Mais c'est aussi plus diffus, lorsque les pas suivent les ombres étranges de "Surrogate", qui joue de longues parties instrumentales opaques pour mieux déformer les silhouettes. Un peu à l'image d'un FAITH NO MORE dont ils ont tant vénéré le leader, qui une fois de plus les guide pour un sublime passage crooner suintant de méchanceté de velours. Mais tout ça, nous le savons, nous connaissons l'histoire, et autant se contenter de l'écouter, pour une dernière fois.

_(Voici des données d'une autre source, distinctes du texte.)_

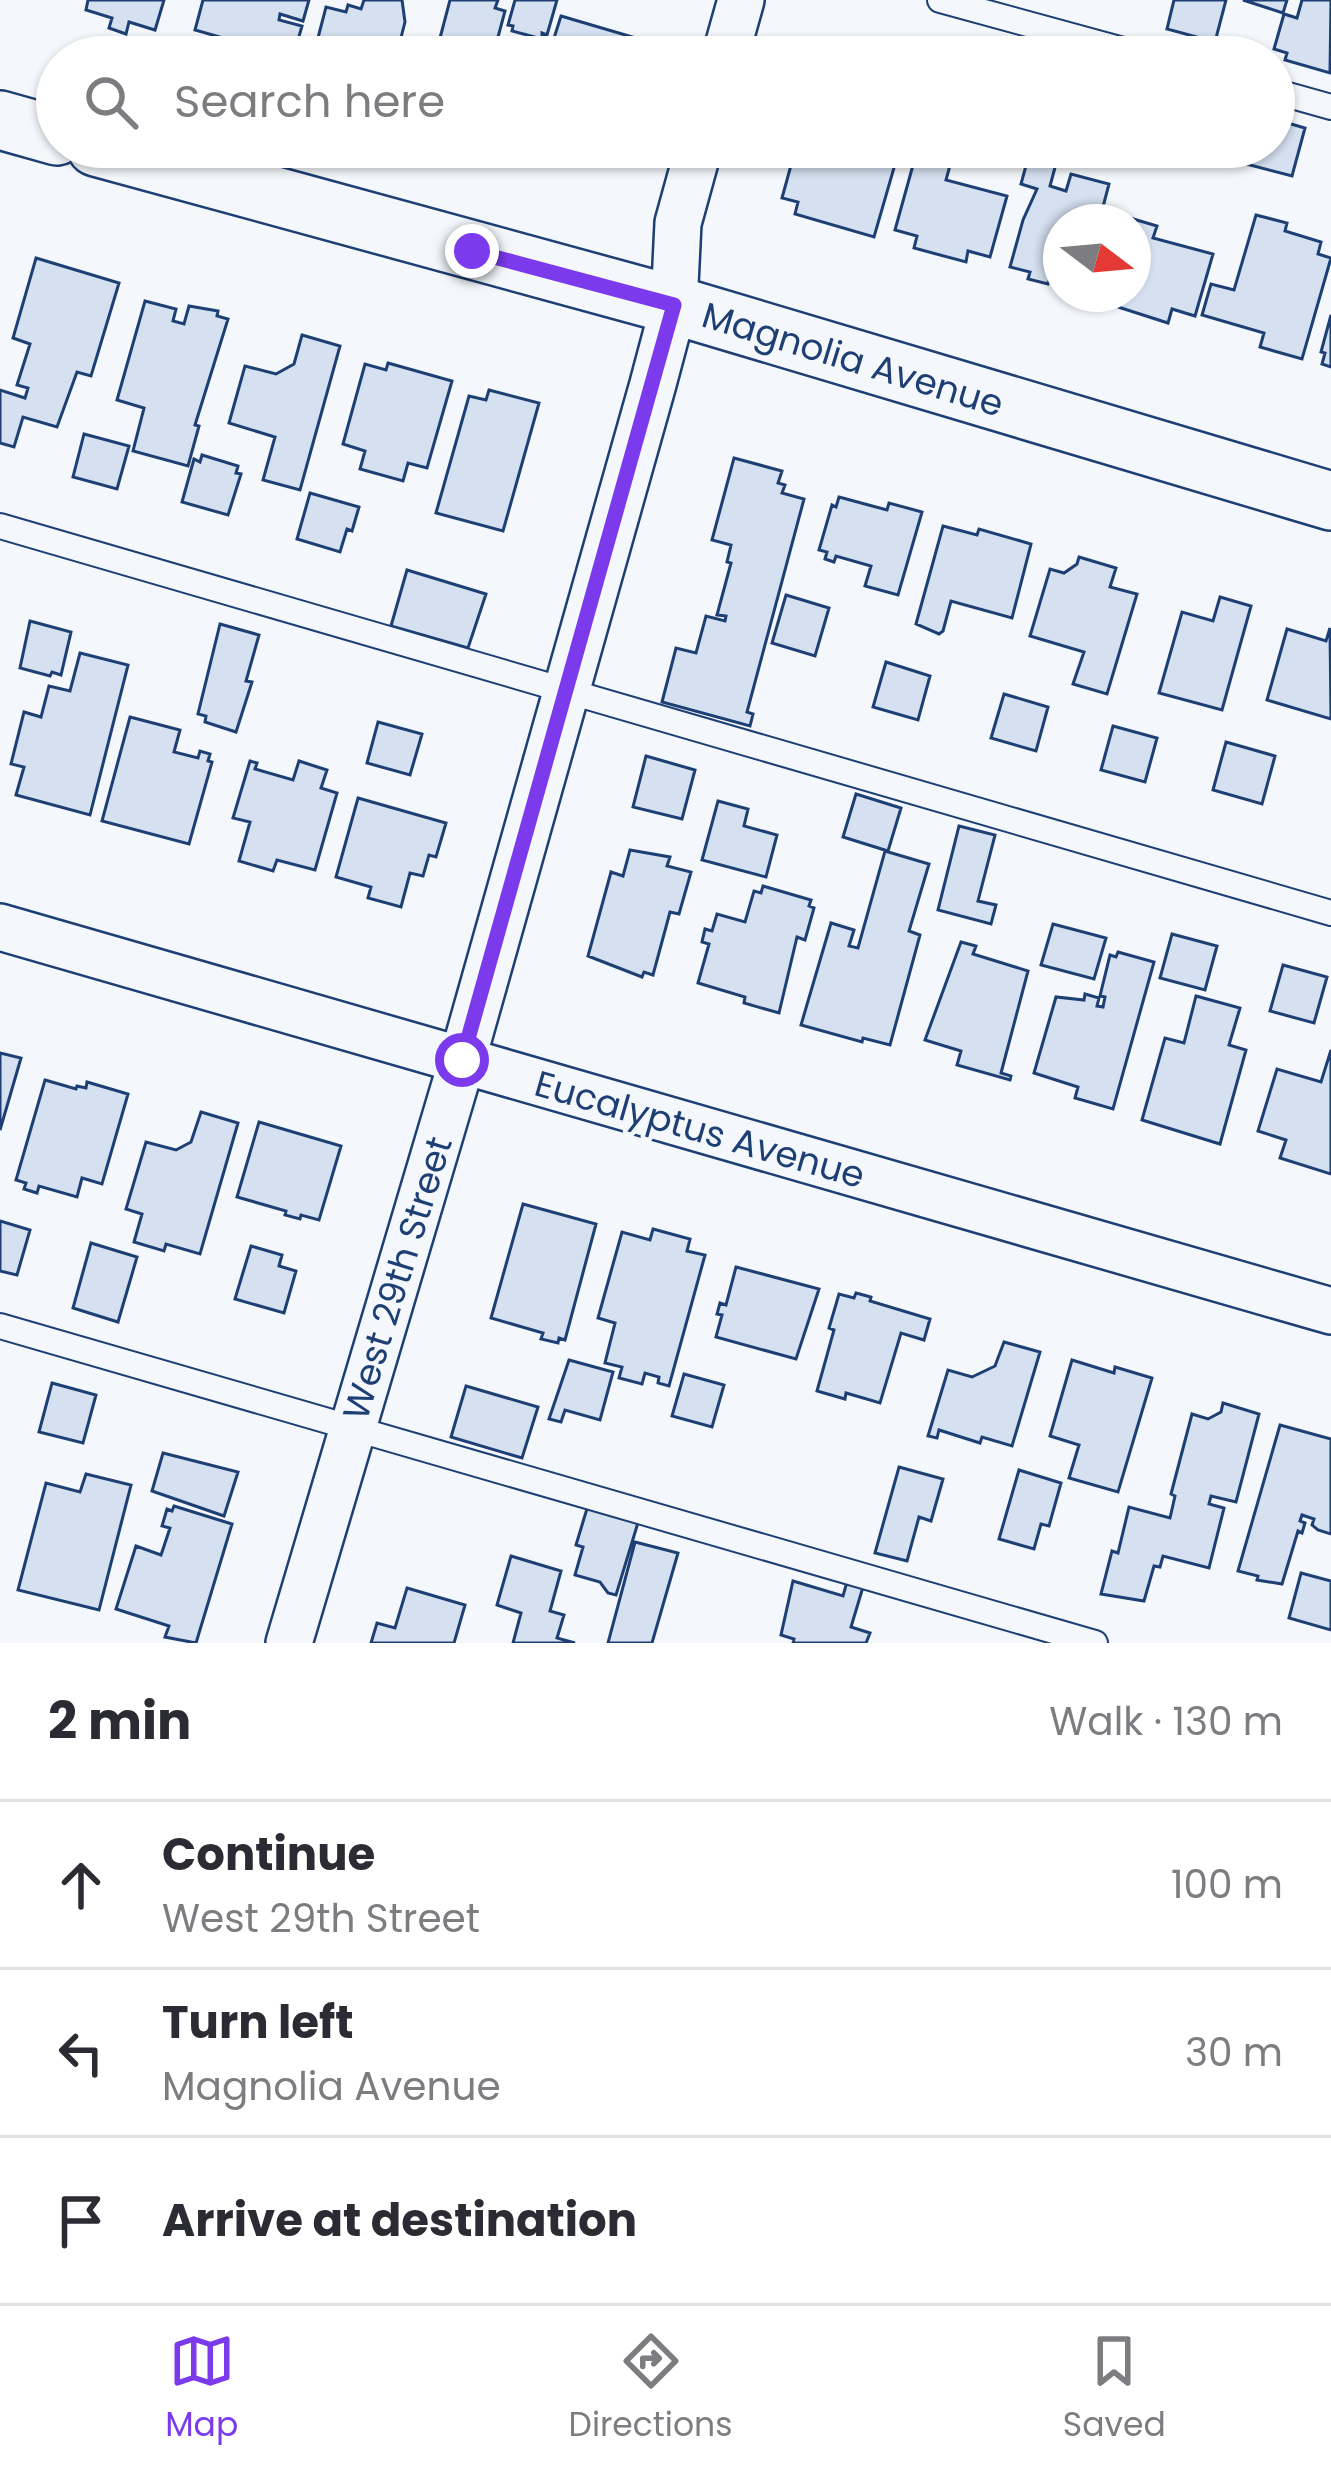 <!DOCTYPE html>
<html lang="en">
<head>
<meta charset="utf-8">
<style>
	:root { --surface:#fff; --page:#f2f2f3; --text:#2b2b33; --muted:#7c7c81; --line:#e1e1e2; --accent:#7c3aed }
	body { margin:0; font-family:Poppins,sans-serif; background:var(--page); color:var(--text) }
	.compass { position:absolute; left:1043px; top:204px; width:108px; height:108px; border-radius:50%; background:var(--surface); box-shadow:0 3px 9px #0004; rotate:106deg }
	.stop { position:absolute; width:36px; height:36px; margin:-27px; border:9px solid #7c3aed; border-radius:50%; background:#fff }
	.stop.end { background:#7c3aed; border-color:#fff; box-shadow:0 3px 12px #0008 }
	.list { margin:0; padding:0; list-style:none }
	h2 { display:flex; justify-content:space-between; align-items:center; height:156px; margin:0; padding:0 48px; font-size:51px }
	h2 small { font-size:39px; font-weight:400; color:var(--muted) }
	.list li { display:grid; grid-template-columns:78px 1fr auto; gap:36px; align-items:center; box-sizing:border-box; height:168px; padding:0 48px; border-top:3px solid var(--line) }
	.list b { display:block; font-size:45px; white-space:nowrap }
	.list p { margin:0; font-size:39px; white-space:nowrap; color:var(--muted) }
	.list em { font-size:39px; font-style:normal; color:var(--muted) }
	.icon { flex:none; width:66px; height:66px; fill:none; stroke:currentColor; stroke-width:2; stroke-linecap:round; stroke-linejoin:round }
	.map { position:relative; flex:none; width:1331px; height:1643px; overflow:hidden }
	.search { position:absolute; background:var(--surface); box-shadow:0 3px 9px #0004; left:36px; right:36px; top:36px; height:132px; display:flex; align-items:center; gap:30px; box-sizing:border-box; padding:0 42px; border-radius:66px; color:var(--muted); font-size:45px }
	.sheet { height:660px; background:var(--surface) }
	nav { display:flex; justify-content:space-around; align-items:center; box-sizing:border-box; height:168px; border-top:3px solid var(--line); background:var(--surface); font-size:33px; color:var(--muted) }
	nav a { display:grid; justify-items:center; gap:6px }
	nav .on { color:var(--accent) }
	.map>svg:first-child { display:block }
	.building { fill:#d5e0f0; stroke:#1d3f73; stroke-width:3 }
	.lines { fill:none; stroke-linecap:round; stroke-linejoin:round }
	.service-casing { stroke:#1d3f73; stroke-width:28 }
	.minor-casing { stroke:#1d3f73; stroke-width:50 }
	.tertiary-casing { stroke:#1d3f73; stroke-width:62 }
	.service { stroke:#f4f7fb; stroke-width:24 }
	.minor { stroke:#f4f7fb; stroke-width:45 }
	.tertiary { stroke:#f4f7fb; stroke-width:57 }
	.route { stroke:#7c3aed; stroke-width:15 }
	.labels { text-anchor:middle; stroke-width:9; stroke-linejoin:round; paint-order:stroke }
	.street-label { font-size:36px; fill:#1d3f73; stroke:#f4f7fb }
</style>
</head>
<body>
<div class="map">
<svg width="1331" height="1643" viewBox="0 0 1331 1643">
	<rect width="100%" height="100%" fill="#f4f7fb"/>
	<path class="building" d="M88,0h76l-9,30 -26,-8 -3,12 -17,-6 3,-10 -26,-8z
		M203,0h106l-6,21 -23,-7 -1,6 23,6 -9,31h-30l2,-7 -70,-20z
		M364,0h38l3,22 -9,35h-83l13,-50 20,5 2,-7 13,4z
		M450,0h48l-3,8 10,3 -11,41 21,5h-80z
		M515,0h42l-10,35 -5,-2v6l-30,-8 1,-5 -5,-1z
		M1174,0h52l-11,42 -48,-13z
		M1243,0h44l-4,13z
		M1302,0h29l-1,73 -45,-13 2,-7 -13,-4 10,-35 13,4z
		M561,16l85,25 -5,16h-93z
		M940,38l45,12 -1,7h-49z
		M1274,119l31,9 -13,48 -46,-12 5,-17h23z
		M560,147h41l-3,11z
		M796,147h104l-26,90 -79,-23 3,-12 -16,-4z
		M918,147h37l-9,33 61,16 -17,61 -22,-6 -2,11 -52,-14 3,-12 -22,-6z
		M1031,147h46l-4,18 -16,-5 -7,26 16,5 5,-17 38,10 -10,38h-38v59l-11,-3 -2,6 -20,-5 2,-7 -20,-5 13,-47 14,-31 -16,-5z
		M1153,147h53l-2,10z
		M1120,215l37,11 -4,12 60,16 -18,62 -23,-7 -4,14 -50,-16 3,-12 -4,-1h16v-72h-16z
		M1256,215l31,8 -2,8 36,11 -3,12 13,4 -29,101 -42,-12 4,-14 -62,-18 9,-31 23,6z
		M36,258l83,25 -28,93 -14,-4 -20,55 -34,-10 -9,30 -14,-4v-53l25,8 3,-10 -11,-3 13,-41 -17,-6z
		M145,301l31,8 -3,12 11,3 5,-18 29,5 -1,5 11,3 -33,106 4,1 -11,40 -55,-15 11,-43 -27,-8z
		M1331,315v52l-9,-3 3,-11 -4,-1z
		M302,335l38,11 -40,144 -37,-10 12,-43 -46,-14 16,-57 31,8 18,-10z
		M388,363l64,18 -25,87 -19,-5 -5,18 -43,-12 5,-18 -22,-7 22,-80 21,6z
		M489,390l50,13 -36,128 -67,-18 33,-117 17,4z
		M84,434l45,12 -12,43 -44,-12z
		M202,455l36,11 -2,7 5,1 -13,41 -46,-13 12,-43 6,3z
		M734,458l48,13 -4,12 7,2 -3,8 22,6 -57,213 6,2 -3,12 -88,-24 14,-54 20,5 10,-37 19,5 1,-5 -9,-1 14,-52 -4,-1 4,-17 -19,-5z
		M310,493l49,14 -7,24 -5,-2 -7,23 -43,-13z
		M839,497l48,13 2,-7 33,9 -24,83 -33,-9 6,-20 -35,-10 -2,6 -9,-3 2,-7 -8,-2 13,-45 4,2z
		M943,526l34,9 2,-6 52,15 -19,74 -61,-17 -8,30 -4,3 -23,-10z
		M1079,557l37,11 -6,19 27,7 -30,100 -34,-10 11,-32 -54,-16 20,-67 14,4 13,-9z
		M407,570l79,24 -18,54 -77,-22z
		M786,595l43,13 -14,48 -43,-13z
		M1220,597l31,9 -29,104 -63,-17 23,-81 31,9z
		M30,621l41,11 -10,43 -9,-3 -2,4 -30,-8z
		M220,624l39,11 -13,46 6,1 -16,50 -31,-10 1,-6 -8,-2z
		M1330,628l1,91 -64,-19 20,-71 39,12z
		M80,653l48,12 -38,150 -74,-20 8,-28 -13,-3 13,-52 17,5 8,-31 21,5z
		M886,662l44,14 -12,44 -45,-13z
		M1004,694l44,13 -12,44 -45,-13z
		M130,717l50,13 -6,22 24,6 2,-7 10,3 -2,7 4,1 -23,82 -87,-23z
		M378,722l44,12 -12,41 -43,-12z
		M1113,726l44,12 -12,44 -44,-12z
		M1226,742l49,14 -13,48 -49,-14z
		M646,756l49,14 -13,49 -49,-12z
		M250,761l7,2 -2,6 38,11 6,-19 28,9 -6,18 16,5 -22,77 -38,-10 -4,11 -34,-10 11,-39 -17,-4z
		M856,794l45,14 -13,43 -45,-14z
		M358,798l88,25 -10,34 -7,-2 -6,21 -13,-3 -9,34 -33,-9 3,-11 -35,-10z
		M718,801l30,8 -4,17 33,9 -11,42 -64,-17z
		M959,826l36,9 -17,66 18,4 -5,19 -53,-14z
		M630,850l40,7 -3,9 24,6 -12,42 -9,-2 -17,63 -9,-3 -2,5 -54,-21 23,-84 12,4z
		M885,851l44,13 -20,67 11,4 -30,110 -27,-7 -1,4 -61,-17 30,-102 23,7 -5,16 9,2z
		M763,886l48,14 -2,6 5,2 -9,32 -8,-3 -18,76 -35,-10 1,-6 -47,-14 11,-39 -7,-2 3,-13 7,2 5,-17 28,8 9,-31 7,2z
		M1053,924l53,14 -12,41 -53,-14z
		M1172,934l45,12 -12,44 -45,-12z
		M961,942l15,4 -3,8 55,17 -27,102 10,3 -1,4 -53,-15 4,-14 -36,-11z
		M1118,952l36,10 -41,147 -38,-11 3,-11 -44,-14 22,-76 28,3 1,-6 14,4 -2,8 6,1 2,-10 -5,-1 10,-41 6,2z
		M1283,965l44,12 -13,46 -44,-12z
		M1196,996l44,12 -11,37 17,5 -26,94 -78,-24 23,-82 19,5z
		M1331,1050v124l-51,-16 6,-18 -28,-9 19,-62 44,13z
		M0,1053l21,5 -21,72z
		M45,1080l31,9 1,-3 9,2 1,-6 41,12 -26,90 -20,-6 -5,19 -38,-11 -2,7 -13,-4 2,-6 -10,-3z
		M201,1112l37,11 -38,131 -34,-10 -2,7 -30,-9 8,-28 -16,-5 20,-67 30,8 15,-8z
		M259,1122l82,24 -22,74 -18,-5 -1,4 -15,-4 1,-4 -49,-14z
		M523,1204l73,20 -31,116 -6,-2 -1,5 -17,-4 2,-6 -52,-15z
		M0,1221l30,9 -13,45 -17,-4z
		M653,1229l37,10 -3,12 18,4 -36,131 -11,-3 1,-6 -14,-4 -3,11 -23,-6 3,-11 -17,-4 10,-40 -17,-5 24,-86 28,8z
		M91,1243l46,14 -19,65 -45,-14z
		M251,1246l31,9 -3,11 17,5 -12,42 -49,-14z
		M736,1267l83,22 -23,70 -80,-22 6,-22 -5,-1 3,-11 6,2z
		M856,1293l15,4 -1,4 60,18 -6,21 -23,-7 -21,70 -34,-10 -1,6 -28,-8 17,-61 -5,-2 10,-34 15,4z
		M1004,1342l36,10 -28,94 -30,-9 -2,6 -41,-13 -2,8 -9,-2 20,-66 24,7 23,-11z
		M569,1360l44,12 -13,48 -35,-10 -4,12 -12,-3z
		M1072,1360l42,13 1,-6 37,11 -34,114 -49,-14 10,-33 -29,-9z
		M684,1374l40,11 -12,42 -40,-11z
		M52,1383l44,12 -13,48 -44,-11z
		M466,1386l72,21 -16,51 -71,-21z
		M1223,1403l36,11 -23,88 -25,-6 -2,8 15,4 -15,60 -46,-12 -3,11 -6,-1 -10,35 -43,-7 11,-43 6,2 11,-46 41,11 5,-22 -4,-2 21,-80 16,5 13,-7z
		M1280,1425l51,14v95l-13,-4 -6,-5 2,-6 -12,-4 -2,6 5,2 -3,10 -4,-2 -16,53 -25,-4 1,-4 -20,-5z
		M163,1453l75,19 -14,44 -72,-25z
		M899,1467l44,12 -12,42 -12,-4 -12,44 -32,-8z
		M1019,1470l42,13 -12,43 -8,-2 -7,25 -35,-10z
		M86,1474l45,11 -32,125 -81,-20 28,-107 34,9z
		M589,1502l51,14 -24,79 -8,-2 -8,-11 -25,-7 8,-28 -7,-2z
		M174,1506l58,18 -36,119 -31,-6 4,-11 -53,-17 20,-63 25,9 9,-27 -8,-2 5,-17 5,2z
		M635,1542l43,11 -26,90h-44z
		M511,1556l50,15 -11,40 14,4 -7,23 18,5h-62l8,-30 -24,-8z
		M1301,1573l30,8v49l-42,-12z
		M793,1581l50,15 4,-14 16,5 -12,40 19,6 -4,10h-73l1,-4 -13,-4z
		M407,1588l58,17 -11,38h-83l6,-20 18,5z"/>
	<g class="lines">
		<defs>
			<path id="service" d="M940,0l209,57
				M1274,91l57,16
				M0,526l1331,387
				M0,1326l1095,317"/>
			<path id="minor" d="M725,57l16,-57
				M0,927l1331,384
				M289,1643l173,-582 191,-677 21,-79 4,-82 21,-76"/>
			<path id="tertiary" d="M0,120l57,16
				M96,147l578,158 657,196"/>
		</defs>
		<use href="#service" class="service-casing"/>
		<use href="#minor" class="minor-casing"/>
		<use href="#tertiary" class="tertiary-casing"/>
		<use href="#service" class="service"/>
		<use href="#minor" class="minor"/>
		<use href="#tertiary" class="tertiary"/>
	</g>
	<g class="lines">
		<path class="route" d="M462,1060l212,-755 -202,-54"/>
	</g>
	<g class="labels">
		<g class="street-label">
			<text transform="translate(853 359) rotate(17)" y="13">Magnolia Avenue</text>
			<text transform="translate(700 1129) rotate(16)" y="13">Eucalyptus Avenue</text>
			<text transform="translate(397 1278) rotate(-73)" y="13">West 29th Street</text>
		</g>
	</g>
</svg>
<svg class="compass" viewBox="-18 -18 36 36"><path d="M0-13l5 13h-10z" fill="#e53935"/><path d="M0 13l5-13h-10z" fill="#7c7c81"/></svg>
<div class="stop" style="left:462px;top:1060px"></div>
<div class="stop end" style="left:472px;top:251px"></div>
<div class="search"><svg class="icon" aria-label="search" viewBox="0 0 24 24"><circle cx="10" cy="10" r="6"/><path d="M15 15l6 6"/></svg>Search here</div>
</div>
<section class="sheet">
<h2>2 min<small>Walk · 130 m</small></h2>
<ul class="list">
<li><svg class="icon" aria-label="ahead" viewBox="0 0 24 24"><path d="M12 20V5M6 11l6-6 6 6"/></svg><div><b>Continue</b><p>West 29th Street</p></div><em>100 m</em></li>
<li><svg class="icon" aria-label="left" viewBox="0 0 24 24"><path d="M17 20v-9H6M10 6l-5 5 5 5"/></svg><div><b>Turn left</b><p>Magnolia Avenue</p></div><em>30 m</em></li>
<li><svg class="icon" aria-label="arrive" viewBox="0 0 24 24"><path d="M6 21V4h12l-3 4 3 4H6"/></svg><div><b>Arrive at destination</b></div></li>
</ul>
</section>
<nav>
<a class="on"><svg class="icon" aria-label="map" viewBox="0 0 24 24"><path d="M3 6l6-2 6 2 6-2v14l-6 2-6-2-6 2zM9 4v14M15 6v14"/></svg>Map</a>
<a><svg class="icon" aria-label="directions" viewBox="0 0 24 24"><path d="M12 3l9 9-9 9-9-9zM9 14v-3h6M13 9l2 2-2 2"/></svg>Directions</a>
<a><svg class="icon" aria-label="saved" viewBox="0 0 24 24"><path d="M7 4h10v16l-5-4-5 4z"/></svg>Saved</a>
</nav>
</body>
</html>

Cette histoire, si l'on en croit leur parole et le fil, se termine sur une note douce-amère, et avec les nappes de cordes de "Dissociation", restructurées par des imbrications électroniques, histoire de bien montrer une fois de plus que le Metal n'est plus d'actualité. On pense PORTISHEAD, GOLDFRAPP et toute la vague Drum N'Bass/Trip Hop des Tricky et consorts, mais le chant de Ben est si délicat qu'on se prend au jeu, et qu'on admet que les règles ne sont pas négociables.
Certains auraient sans doute préféré une sortie en fanfare, la tête haute et le verbe fier, mais cette façon de ne pas se défiler en assumant ses affinités est sans doute le plus beau hochement de tête que Ben et les siens pouvaient nous adresser.
"Les circonstances entourant l'élaboration de cet album ont rendu l'enregistrement très difficile, mais si on les occultait, il serait complètement différent. Certaines méthodes employées ici étaient parfaitement ridicules, mais ces mêmes méthodes ont abouti à la création d'un album qui ne ressemble à rien de ce que nous avons déjà fait, ni quiconque d'ailleurs. Et finalement, ce qui aurait pu nous pénaliser nous a au contraire aidé à apporter un plus à notre parcours général, et si tu changeais le moindre de ces éléments, alors tu ne pourrais pas comprendre tout ce que nous avons accompli."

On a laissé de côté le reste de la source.